Skip to main content

Mojo function

stencil

stencil[rank: Int, stencil_rank: Int, stencil_axis: StaticIntTuple[$1], simd_width: Int, type: DType, map_fn: fn(StaticIntTuple[$1]) capturing -> Tuple[StaticIntTuple[$1], StaticIntTuple[$1]], map_strides: fn(dim: Int) capturing -> Int, load_fn: fn[Int, DType](StaticIntTuple[$0]) capturing -> SIMD[$1, $0], compute_init_fn: fn[Int]() capturing -> SIMD[$4, $0], compute_fn: fn[Int](StaticIntTuple[$0], SIMD[$4, $0], SIMD[$4, $0]) capturing -> SIMD[$4, $0], compute_finalize_fn: fn[Int](StaticIntTuple[$0], SIMD[$4, $0]) capturing -> None](shape: StaticIntTuple[rank], input_shape: StaticIntTuple[rank])

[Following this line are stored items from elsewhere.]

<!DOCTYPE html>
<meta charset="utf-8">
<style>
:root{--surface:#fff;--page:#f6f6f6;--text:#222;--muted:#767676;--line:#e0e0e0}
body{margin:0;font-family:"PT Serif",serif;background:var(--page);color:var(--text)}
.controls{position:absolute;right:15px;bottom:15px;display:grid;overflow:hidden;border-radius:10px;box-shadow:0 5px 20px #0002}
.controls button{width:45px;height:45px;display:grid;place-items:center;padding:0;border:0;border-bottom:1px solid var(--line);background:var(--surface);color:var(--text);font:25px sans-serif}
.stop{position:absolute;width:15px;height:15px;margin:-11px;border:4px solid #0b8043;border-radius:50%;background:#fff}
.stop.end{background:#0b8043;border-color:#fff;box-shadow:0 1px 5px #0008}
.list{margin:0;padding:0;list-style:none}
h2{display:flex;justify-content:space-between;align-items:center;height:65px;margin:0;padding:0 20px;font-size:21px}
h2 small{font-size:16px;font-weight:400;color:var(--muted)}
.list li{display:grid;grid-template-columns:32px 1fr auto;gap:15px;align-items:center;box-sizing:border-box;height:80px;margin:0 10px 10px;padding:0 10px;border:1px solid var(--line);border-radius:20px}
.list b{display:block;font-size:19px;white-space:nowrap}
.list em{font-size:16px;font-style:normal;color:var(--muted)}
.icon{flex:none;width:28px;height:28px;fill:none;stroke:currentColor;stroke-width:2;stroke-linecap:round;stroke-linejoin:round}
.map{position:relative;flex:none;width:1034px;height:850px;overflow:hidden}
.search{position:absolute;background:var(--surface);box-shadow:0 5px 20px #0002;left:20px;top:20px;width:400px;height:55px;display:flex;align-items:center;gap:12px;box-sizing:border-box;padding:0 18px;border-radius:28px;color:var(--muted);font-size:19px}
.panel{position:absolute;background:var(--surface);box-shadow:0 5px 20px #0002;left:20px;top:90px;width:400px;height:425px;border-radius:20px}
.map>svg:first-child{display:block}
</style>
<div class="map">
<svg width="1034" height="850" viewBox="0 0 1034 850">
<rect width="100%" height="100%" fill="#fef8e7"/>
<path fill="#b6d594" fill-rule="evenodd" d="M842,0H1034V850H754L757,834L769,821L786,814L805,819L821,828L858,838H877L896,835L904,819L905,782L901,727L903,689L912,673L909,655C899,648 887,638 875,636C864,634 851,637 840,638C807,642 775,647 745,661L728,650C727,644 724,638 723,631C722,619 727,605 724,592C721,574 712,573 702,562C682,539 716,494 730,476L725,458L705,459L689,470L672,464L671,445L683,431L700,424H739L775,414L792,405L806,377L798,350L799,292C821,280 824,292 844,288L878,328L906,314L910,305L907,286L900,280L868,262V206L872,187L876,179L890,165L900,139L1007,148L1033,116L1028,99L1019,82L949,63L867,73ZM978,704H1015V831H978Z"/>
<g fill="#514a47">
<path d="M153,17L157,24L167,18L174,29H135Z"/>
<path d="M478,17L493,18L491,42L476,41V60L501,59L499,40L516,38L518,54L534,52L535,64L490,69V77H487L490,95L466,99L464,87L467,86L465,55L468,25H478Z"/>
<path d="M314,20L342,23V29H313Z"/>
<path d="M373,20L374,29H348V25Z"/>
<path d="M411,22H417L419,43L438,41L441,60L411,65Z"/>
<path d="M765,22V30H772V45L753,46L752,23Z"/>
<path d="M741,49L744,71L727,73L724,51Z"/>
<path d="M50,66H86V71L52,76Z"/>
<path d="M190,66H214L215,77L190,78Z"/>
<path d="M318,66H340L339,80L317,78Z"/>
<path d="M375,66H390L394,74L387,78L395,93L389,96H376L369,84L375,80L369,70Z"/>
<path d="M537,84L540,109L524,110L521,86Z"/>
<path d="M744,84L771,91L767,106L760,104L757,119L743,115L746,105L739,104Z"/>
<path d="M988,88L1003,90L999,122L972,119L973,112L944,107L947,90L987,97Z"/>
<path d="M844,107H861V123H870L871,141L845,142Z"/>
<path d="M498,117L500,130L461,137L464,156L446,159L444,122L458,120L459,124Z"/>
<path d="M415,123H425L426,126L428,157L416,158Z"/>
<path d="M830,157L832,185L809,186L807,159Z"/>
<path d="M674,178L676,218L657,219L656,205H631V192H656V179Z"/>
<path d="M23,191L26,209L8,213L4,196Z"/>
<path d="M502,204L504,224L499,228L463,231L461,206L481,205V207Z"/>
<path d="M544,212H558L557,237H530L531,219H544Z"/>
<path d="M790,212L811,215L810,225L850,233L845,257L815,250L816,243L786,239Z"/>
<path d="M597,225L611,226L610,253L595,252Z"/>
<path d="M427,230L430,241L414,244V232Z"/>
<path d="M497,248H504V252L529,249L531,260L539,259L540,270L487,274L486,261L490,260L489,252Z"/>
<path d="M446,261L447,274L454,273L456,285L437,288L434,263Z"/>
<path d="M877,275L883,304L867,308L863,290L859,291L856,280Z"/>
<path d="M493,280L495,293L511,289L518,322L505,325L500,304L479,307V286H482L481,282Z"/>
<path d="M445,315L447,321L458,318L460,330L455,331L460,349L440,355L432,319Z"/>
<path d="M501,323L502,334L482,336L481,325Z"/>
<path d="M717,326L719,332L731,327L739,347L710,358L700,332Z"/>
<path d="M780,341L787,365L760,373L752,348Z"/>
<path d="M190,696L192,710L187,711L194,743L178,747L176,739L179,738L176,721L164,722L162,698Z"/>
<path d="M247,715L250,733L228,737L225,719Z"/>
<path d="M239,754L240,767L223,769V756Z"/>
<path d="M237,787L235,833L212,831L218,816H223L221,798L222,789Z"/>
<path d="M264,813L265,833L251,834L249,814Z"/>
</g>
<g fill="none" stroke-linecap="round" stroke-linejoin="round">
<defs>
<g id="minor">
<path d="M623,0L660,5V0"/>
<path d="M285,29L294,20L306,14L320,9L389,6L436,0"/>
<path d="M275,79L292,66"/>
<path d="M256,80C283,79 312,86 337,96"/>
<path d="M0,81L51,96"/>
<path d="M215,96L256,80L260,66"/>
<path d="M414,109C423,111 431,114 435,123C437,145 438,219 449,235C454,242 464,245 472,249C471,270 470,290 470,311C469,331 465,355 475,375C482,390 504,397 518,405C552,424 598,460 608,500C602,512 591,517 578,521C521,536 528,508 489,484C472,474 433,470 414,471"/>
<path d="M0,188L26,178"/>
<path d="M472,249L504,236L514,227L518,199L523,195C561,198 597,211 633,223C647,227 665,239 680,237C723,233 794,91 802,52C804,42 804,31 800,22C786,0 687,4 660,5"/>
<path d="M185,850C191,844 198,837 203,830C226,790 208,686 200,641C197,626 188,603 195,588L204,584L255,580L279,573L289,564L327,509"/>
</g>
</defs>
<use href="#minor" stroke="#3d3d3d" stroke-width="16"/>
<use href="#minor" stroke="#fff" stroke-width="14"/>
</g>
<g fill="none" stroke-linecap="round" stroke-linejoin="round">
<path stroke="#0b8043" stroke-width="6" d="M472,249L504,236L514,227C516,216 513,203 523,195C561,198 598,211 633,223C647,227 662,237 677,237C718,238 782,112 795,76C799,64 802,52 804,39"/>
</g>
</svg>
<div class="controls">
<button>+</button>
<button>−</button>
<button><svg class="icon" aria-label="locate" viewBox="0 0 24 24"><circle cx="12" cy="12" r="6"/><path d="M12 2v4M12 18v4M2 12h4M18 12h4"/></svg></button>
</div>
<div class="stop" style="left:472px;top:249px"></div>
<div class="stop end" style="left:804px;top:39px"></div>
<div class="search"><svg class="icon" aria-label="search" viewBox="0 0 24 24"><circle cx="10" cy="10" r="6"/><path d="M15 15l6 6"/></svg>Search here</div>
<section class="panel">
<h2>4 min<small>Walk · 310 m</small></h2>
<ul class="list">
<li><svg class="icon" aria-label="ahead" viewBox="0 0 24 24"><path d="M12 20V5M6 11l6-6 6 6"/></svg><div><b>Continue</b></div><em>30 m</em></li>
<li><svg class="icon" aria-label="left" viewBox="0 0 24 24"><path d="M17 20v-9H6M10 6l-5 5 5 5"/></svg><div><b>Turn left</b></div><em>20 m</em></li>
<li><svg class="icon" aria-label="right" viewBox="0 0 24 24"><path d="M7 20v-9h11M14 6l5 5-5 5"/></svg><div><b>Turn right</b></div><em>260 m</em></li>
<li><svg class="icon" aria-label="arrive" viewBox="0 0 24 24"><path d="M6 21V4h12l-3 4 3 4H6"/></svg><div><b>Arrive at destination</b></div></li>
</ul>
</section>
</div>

Computes stencil operation in parallel.

Computes output as a function that processes input stencils, stencils are computed as a continuous region for each output point that is determined by map_fn : map_fn(y) -> lower_bound, upper_bound. The boundary conditions for regions that fail out of the input domain are handled by load_fn.

Parameters:

  • rank (Int): Input and output domain rank.
  • stencil_rank (Int): Rank of stencil subdomain slice.
  • stencil_axis (StaticIntTuple[$1]): Stencil subdomain axes.
  • simd_width (Int): The SIMD vector width to use.
  • type (DType): The input and output data type.
  • map_fn (fn(StaticIntTuple[$1]) capturing -> Tuple[StaticIntTuple[$1], StaticIntTuple[$1]]): A function that a point in the output domain to the input co-domain.
  • map_strides (fn(dim: Int) capturing -> Int): A function that returns the stride for the dim.
  • load_fn (fn[Int, DType](StaticIntTuple[$0]) capturing -> SIMD[$1, $0]): A function that loads a vector of simd_width from input.
  • compute_init_fn (fn[Int]() capturing -> SIMD[$4, $0]): A function that initializes vector compute over the stencil.
  • compute_fn (fn[Int](StaticIntTuple[$0], SIMD[$4, $0], SIMD[$4, $0]) capturing -> SIMD[$4, $0]): A function the process the value computed for each point in the stencil.
  • compute_finalize_fn (fn[Int](StaticIntTuple[$0], SIMD[$4, $0]) capturing -> None): A function that finalizes the computation of a point in the output domain given a stencil.

Args:

  • shape (StaticIntTuple[rank]): The shape of the output buffer.
  • input_shape (StaticIntTuple[rank]): The shape of the input buffer.